WORKING DATA »
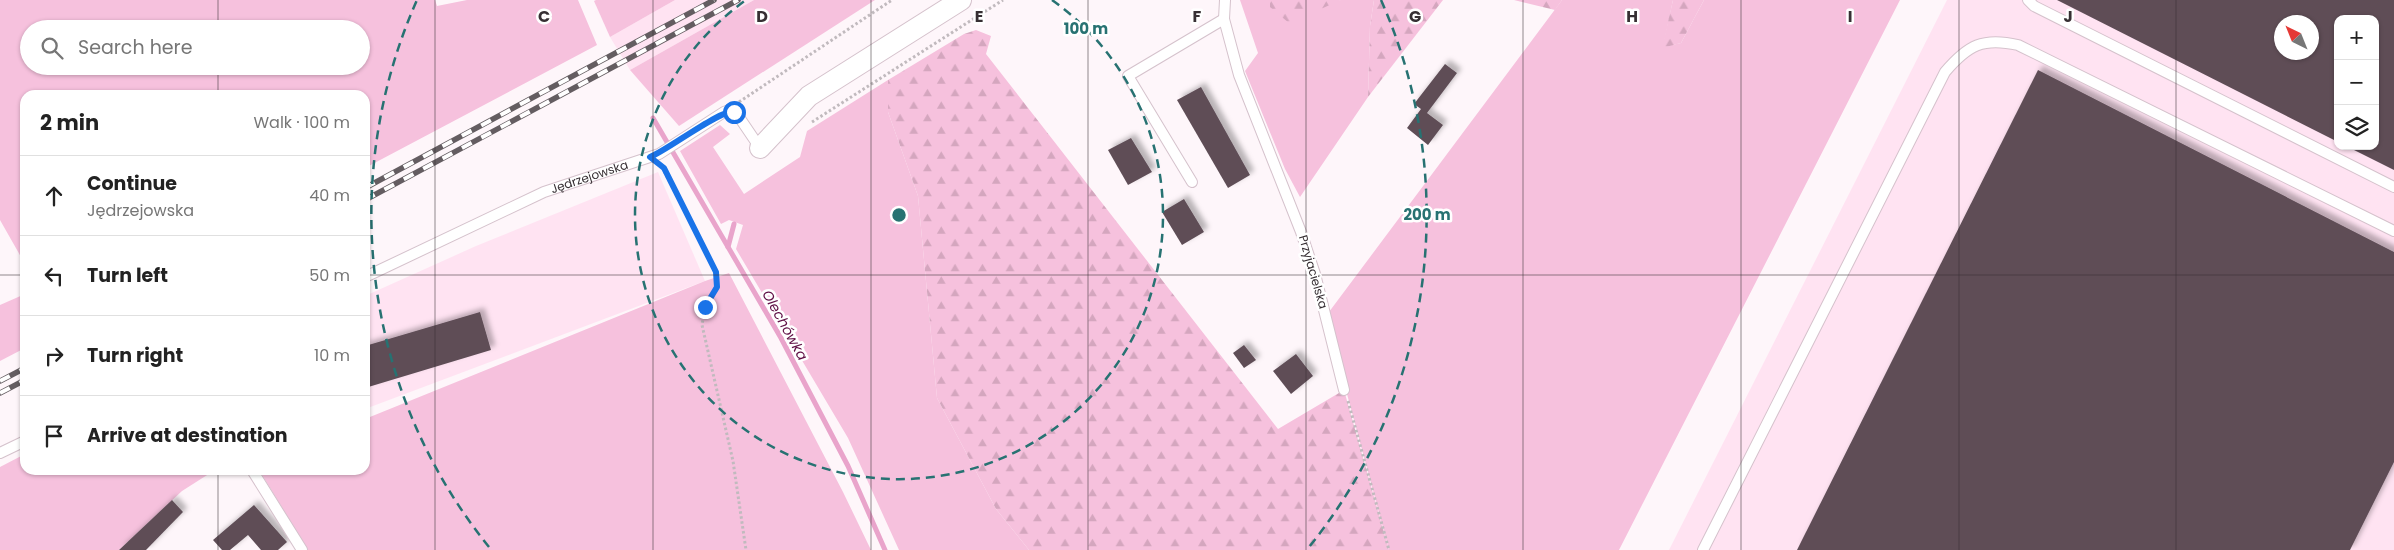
<!DOCTYPE html>
<html lang="en">
<head>
<meta charset="utf-8">
<style>
	:root { --surface:#fff; --page:#f6f6f6; --text:#222; --muted:#767676; --line:#e0e0e0 }
	body { margin:0; font-family:Poppins,sans-serif; background:var(--page); color:var(--text) }
	.controls { position:absolute; right:15px; top:15px; display:grid; overflow:hidden; border-radius:10px; box-shadow:0 1px 4px #0004 }
	.controls button { width:45px; height:45px; display:grid; place-items:center; padding:0; border:0; border-bottom:1px solid var(--line); background:var(--surface); color:var(--text); font:25px sans-serif }
	.compass { position:absolute; left:2274px; top:15px; width:45px; height:45px; border-radius:50%; background:var(--surface); box-shadow:0 1px 4px #0004; rotate:317deg }
	.stop { position:absolute; width:15px; height:15px; margin:-11px; border:4px solid #1a73e8; border-radius:50%; background:#fff }
	.stop.end { background:#1a73e8; border-color:#fff; box-shadow:0 1px 5px #0008 }
	.list { margin:0; padding:0; list-style:none }
	h2 { display:flex; justify-content:space-between; align-items:center; height:65px; margin:0; padding:0 20px; font-size:21px }
	h2 small { font-size:16px; font-weight:400; color:var(--muted) }
	.list li { display:grid; grid-template-columns:32px 1fr auto; gap:15px; align-items:center; box-sizing:border-box; height:80px; padding:0 20px; border-top:1px solid var(--line) }
	.list b { display:block; font-size:19px; white-space:nowrap }
	.list p { margin:0; font-size:16px; white-space:nowrap; color:var(--muted) }
	.list em { font-size:16px; font-style:normal; color:var(--muted) }
	.icon { flex:none; width:28px; height:28px; fill:none; stroke:currentColor; stroke-width:2; stroke-linecap:round; stroke-linejoin:round }
	.map { position:relative; flex:none; width:2394px; height:550px; overflow:hidden }
	.search { position:absolute; background:var(--surface); box-shadow:0 1px 4px #0004; left:20px; top:20px; width:350px; height:55px; display:flex; align-items:center; gap:12px; box-sizing:border-box; padding:0 18px; border-radius:28px; color:var(--muted); font-size:19px }
	.panel { position:absolute; background:var(--surface); box-shadow:0 1px 4px #0004; left:20px; top:90px; width:350px; height:385px; border-radius:15px }
	.map>svg:first-child { display:block }
</style>
</head>
<body>
<div class="map">
<svg width="2394" height="550" viewBox="0 0 2394 550">
	<defs>
		<pattern id="forest-firs" width="22" height="20" patternUnits="userSpaceOnUse" patternTransform="scale(1.25)"><rect width="22" height="20" fill="#f6c1dd"/><path d="M5 1l3.5 6h-7zM16 11l3.5 6h-7z" fill="#d4a6be"/></pattern>
		<filter id="shadow"><feDropShadow dx="4.5" dy="-4.5" stdDeviation="2.5" flood-color="#0004"/></filter>
	</defs>
	<rect width="100%" height="100%" fill="#fef6fa"/>
	<g fill="#ffe3f2" fill-rule="evenodd">
		<polygon points="675,0 754,0 630,70 610,37"/>
		<path d="M 1947,0 L 2394,0 L 2394,550 L 1669,550 ZM 2338,19 L 2375,19 L 2375,146 L 2338,146 ZM 2282,22 L 2312,22 L 2312,52 L 2282,52 Z"/>
		<polygon points="658,172 705,281 365,409 365,296 476,246"/>
	</g>
	<g fill="#f6c1dd" fill-rule="evenodd">
		<path d="M 0,0 L 435,0 L 437,6 L 467,0 L 578,0 L 597,45 L 365,168 L 365,95 L 25,95 L 25,264 L 0,220 ZM 29,29 L 361,29 L 361,66 L 29,66 Z"/>
		<polygon points="596,0 675,0 610,37 594,1"/>
		<polygon points="754,0 875,0 679,126 630,70"/>
		<polygon points="1240,0 1270,0 1270,7 1341,0 1374,0 1370,26 1368,97 1300,197 1285,169 1245,71 1258,53"/>
		<polygon points="1562,0 1673,0 1663,47 1681,43 1704,0 1900,0 1619,550 1389,550 1326,316"/>
		<polygon points="888,80 888,112 918,196 937,398 996,509 1029,550 899,550 848,438 736,249 743,225 729,220 721,224 680,151 720,125 730,134 713,147 744,194 800,157 807,131"/>
		<polygon points="729,273 843,492 871,550 308,550 259,470 365,470 365,419 705,281"/>
		<polygon points="25,294 25,348 0,361 0,305"/>
		<polygon points="25,454 25,470 215,470 182,491 119,550 0,550 0,467"/>
	</g>
	<g fill="url(#forest-firs)">
		<polygon points="1270,0 1341,0 1289,23 1270,7"/>
		<polygon points="1374,0 1443,0 1368,97 1370,26"/>
		<polygon points="1514,0 1562,0 1555,10"/>
		<polygon points="1673,0 1704,0 1681,43 1662,48"/>
		<polygon points="976,30 991,36 986,54 1278,429 1344,390 1389,550 1029,550 996,509 937,398 918,196 888,112 888,80 964,34"/>
	</g>
	<g fill="none" stroke-linecap="round" stroke-linejoin="round">
		<g stroke="#e9a4cb" stroke-width="5">
			<polyline points="653,118 781,338 848,466 885,550"/>
			<polyline points="728,247 734,224"/>
		</g>
	</g>
	<g fill="#5f4e57" fill-rule="evenodd" filter="url(#shadow)">
		<path d="M 2057,0 L 2394,0 L 2394,170 L 2346,146 L 2375,146 L 2375,19 L 2338,19 L 2338,142 ZM 2282,22 L 2312,22 L 2312,52 L 2282,52 Z"/>
		<polygon points="1445,64 1457,73 1427,113 1443,125 1428,145 1407,128 1421,109 1414,104"/>
		<polygon points="2038,70 2394,252 2394,462 2350,550 1797,550"/>
		<polygon points="1201,87 1250,175 1228,188 1177,100"/>
		<polygon points="1131,138 1152,172 1128,185 1108,150"/>
		<polygon points="1184,199 1204,232 1182,245 1162,212"/>
		<polygon points="480,312 491,350 365,388 365,346"/>
		<polygon points="1244,345 1256,360 1244,368 1233,353"/>
		<polygon points="1296,354 1313,376 1291,394 1273,371"/>
		<polygon points="172,500 183,512 146,550 119,550"/>
		<polygon points="254,505 287,542 278,550 261,550 248,535 230,550 222,550 213,540"/>
	</g>
	<g fill="none" stroke-linecap="round" stroke-linejoin="round">
		<defs>
			<g id="service">
				<polyline points="1225,0 1224,19 1239,75 1301,232 1315,274 1344,390"/>
				<polyline points="2028,0 2034,6 2394,187"/>
				<polyline points="1192,182 1128,76 1224,19"/>
				<path id="s1" d="M 365,277 L 544,192 L 659,154 L 724,112 L 729,110 L 737,114 L 760,148"/>
				<polyline points="0,453 25,441"/>
				<polyline points="252,470 302,550"/>
				<path d="M 1703,550 L 1945,72 C 1968,45 1983,37 2018,45 L 2394,231"/>
			</g>
			<polyline id="minor" points="760,148 809,96 961,0"/>
		</defs>
		<use href="#service" stroke="#d5c2cc" stroke-width="12"/>
		<use href="#minor" stroke="#d5c2cc" stroke-width="22"/>
		<g stroke="#c1babe" stroke-width="3" stroke-dasharray="2.5 2.5" stroke-linecap="butt">
			<polyline points="739,102 892,0"/>
			<polyline points="812,122 1003,0"/>
			<polyline points="662,167 716,272 717,287 705,307 702,325 733,461 746,550"/>
			<polyline points="1348,401 1389,550"/>
		</g>
		<use href="#service" stroke="#fff" stroke-width="10"/>
		<use href="#minor" stroke="#fff" stroke-width="20"/>
		<defs>
			<g id="rail">
				<polyline points="365,188 714,0"/>
				<polyline points="365,200 738,0"/>
				<polyline points="0,381 25,368"/>
				<polyline points="0,393 25,380"/>
			</g>
		</defs>
		<use href="#rail" stroke="#645d61" stroke-width="5.5"/>
		<use href="#rail" stroke="#fff" stroke-width="4" stroke-dasharray="11" stroke-linecap="butt"/>
	</g>
	<g fill="none" stroke-linecap="round" stroke-linejoin="round">
		<path stroke="#1a73e8" stroke-width="6" d="M 705,307 L 717,287 L 716,272 L 664,168 L 650,157 C 668,150 722,108 734,112"/>
	</g>
	<path fill="none" stroke="#362f33" stroke-width="1" stroke-opacity="0.55" d="M 218,0 L 218,29M 435,0 L 435,550M 653,0 L 653,550M 871,0 L 871,550M 1088,0 L 1088,550M 1306,0 L 1306,550M 1523,0 L 1523,550M 1741,0 L 1741,550M 1959,0 L 1959,550M 2176,0 L 2176,550M 218,66 L 218,95M 0,275 L 25,275M 365,275 L 2394,275M 218,470 L 218,550"/>
	<g fill="none" stroke="#277272" stroke-width="2.5" stroke-dasharray="9 6">
		<path d="M1052 0A264 264 0 1 1 746 0"/>
		<path d="M489 547A528 528 0 0 1 417 0M1381 0A528 528 0 0 1 1309 547"/>
	</g>
	<g text-anchor="middle" stroke-width="5" stroke-linejoin="round" paint-order="stroke">
		<g font-size="12" fill="#362f33" stroke="#fff">
			<text dy="4" stroke="none"><textPath href="#s1" startOffset="246">Jędrzejowska</textPath></text>
			<text transform="translate(1313 272) rotate(74)" y="4">Przyjacielska</text>
		</g>
		<g font-size="14" font-style="italic" fill="#5f0f45" stroke="#fff">
			<text transform="translate(785 325) rotate(61)" y="5">Olechówka</text>
		</g>
	</g>
	<g font-size="16" text-anchor="middle" font-weight="bold" fill="#362f33" stroke="#fff" stroke-width="5" stroke-linejoin="round" paint-order="stroke">
		<text x="544" y="22">C</text>
		<text x="762" y="22">D</text>
		<text x="979" y="22">E</text>
		<text x="1197" y="22">F</text>
		<text x="1415" y="22">G</text>
		<text x="1632" y="22">H</text>
		<text x="1850" y="22">I</text>
		<text x="2068" y="22">J</text>
	</g>
	<circle cx="899" cy="215" r="8" fill="#277272" stroke="#fff" stroke-width="2.5"/>
	<g font-size="15" text-anchor="middle" font-weight="bold" fill="#277272" stroke="#fff" stroke-width="5" stroke-linejoin="round" paint-order="stroke">
		<text x="1086" y="34">100 m</text>
		<text x="1427" y="220">200 m</text>
	</g>
</svg>
<div class="controls">
<button>+</button>
<button>−</button>
<button><svg class="icon" aria-label="layers" viewBox="0 0 24 24"><path d="M12 4l9 5-9 5-9-5zM3 14l9 5 9-5"/></svg></button>
</div>
<svg class="compass" viewBox="-18 -18 36 36"><path d="M0-13l5 13h-10z" fill="#e53935"/><path d="M0 13l5-13h-10z" fill="#767676"/></svg>
<div class="stop" style="left:734px;top:112px"></div>
<div class="stop end" style="left:705px;top:307px"></div>
<div class="search"><svg class="icon" aria-label="search" viewBox="0 0 24 24"><circle cx="10" cy="10" r="6"/><path d="M15 15l6 6"/></svg>Search here</div>
<section class="panel">
<h2>2 min<small>Walk · 100 m</small></h2>
<ul class="list">
<li><svg class="icon" aria-label="ahead" viewBox="0 0 24 24"><path d="M12 20V5M6 11l6-6 6 6"/></svg><div><b>Continue</b><p>Jędrzejowska</p></div><em>40 m</em></li>
<li><svg class="icon" aria-label="left" viewBox="0 0 24 24"><path d="M17 20v-9H6M10 6l-5 5 5 5"/></svg><div><b>Turn left</b></div><em>50 m</em></li>
<li><svg class="icon" aria-label="right" viewBox="0 0 24 24"><path d="M7 20v-9h11M14 6l5 5-5 5"/></svg><div><b>Turn right</b></div><em>10 m</em></li>
<li><svg class="icon" aria-label="arrive" viewBox="0 0 24 24"><path d="M6 21V4h12l-3 4 3 4H6"/></svg><div><b>Arrive at destination</b></div></li>
</ul>
</section>
</div>
</body>
</html>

TASK DESCRIPTION »
Look at the listing and set down only the lines from its start through the line with "position:absolute; right:15px; top:15px;", word for word and without pictures.

THE COMPLETED TASK »
<!DOCTYPE html>
<html lang="en">
<head>
<meta charset="utf-8">
<style>
	:root { --surface:#fff; --page:#f6f6f6; --text:#222; --muted:#767676; --line:#e0e0e0 }
	body { margin:0; font-family:Poppins,sans-serif; background:var(--page); color:var(--text) }
	.controls { position:absolute; right:15px; top:15px; display:grid; overflow:hidden; border-radius:10px; box-shadow:0 1px 4px #0004 }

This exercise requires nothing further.